Given the tag "6018703624d8a5e8efa1b76e" (Rock), I want to query the Songs collection and find all songs that have Rock tag in their tags array.

In Mongo this is the query i'm doing:

db.songs.find({ tags: { $in: [ObjectId("6018703624d8a5e8efa1b76e")] }});

The performance of it is very bad (between 10 to 40 seconds and getting worst as long as the collection grows), I tried to index Mongo in various ways (the table contains more data that involve in the search, such as score and duration, but it's not relevant for now) but my queries are still take too long, I can't explain it (and I read a lot of official and unofficial stuff) but I have a feeling that holding the data in this nested form makes the index worthless and somehow still make a full scan on the table each time - but I can't prove it (the Mongo "explain" not really explained me something :) )

I'm thinking of using ElasticSearch for it, sync all songs data, and query it instead of the Mongo that will stay as the data SSOT and other lightweight ops.
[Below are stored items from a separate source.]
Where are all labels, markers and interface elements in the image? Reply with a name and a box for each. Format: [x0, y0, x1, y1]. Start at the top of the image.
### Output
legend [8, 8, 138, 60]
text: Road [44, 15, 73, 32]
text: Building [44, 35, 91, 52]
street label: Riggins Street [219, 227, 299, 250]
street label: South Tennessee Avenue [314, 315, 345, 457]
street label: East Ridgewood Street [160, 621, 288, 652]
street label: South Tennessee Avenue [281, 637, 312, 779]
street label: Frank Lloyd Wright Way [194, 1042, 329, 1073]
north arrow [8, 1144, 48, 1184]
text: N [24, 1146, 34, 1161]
But then the question remains open and I want to make sure: is in Elastic I can hold the data in that form (nested array inside song) or I need to represent it differently (e.g. flat it so every record will be song_tag index etc?

Thanks.


Solution

  • Elasticsearch doesn't offer a dedicated array type so what you'd typically do is define the mapping based on the type of the individual array items -- in your case a keyword:

    PUT songs
    {
      "mappings": {
        "properties": {
          "tags": {
            "type": "keyword"
          }
        }
      }
    }
    

    Then you'd index the docs:

    POST songs/_doc
    {
      "name": "Metallica - one",
      "tags": [
        "6018703624d8a5e8efa1b76e",
        "601861cc8cef62ba86765017",
        "5fda07ac8db0615c1c503a46"
      ]
    }
    

    and query the tags:

    POST songs/_search
    {
      "query": {
        "bool": {
          "must": [
            { ... other queries },
            {
              "terms": {
                "tags": [
                  "6018703624d8a5e8efa1b76e"     // one or more
                ]
              }
            }
          ]
        }
      }
    }
    

    The tags are unique keywords but are not human-readable so you'd need to keep the map of them vs. the actual genres somewhere. Since the genres are probably set once and rarely, if ever, updated, you could use nested fields too. But your tags would then become an array of key-value pairs:

    POST songs/_doc
    {
      "name": "Metallica - one",
      "tags": [
        {
          "tag": "6018703624d8a5e8efa1b76e",
          "genre": "Rock"
        }
        ...
      ]
    }
    

    The mapping would be slightly different and so would be the queries but now you wouldn't need the translation map, plus you could query or aggregate by human-readable values -- tags.genre.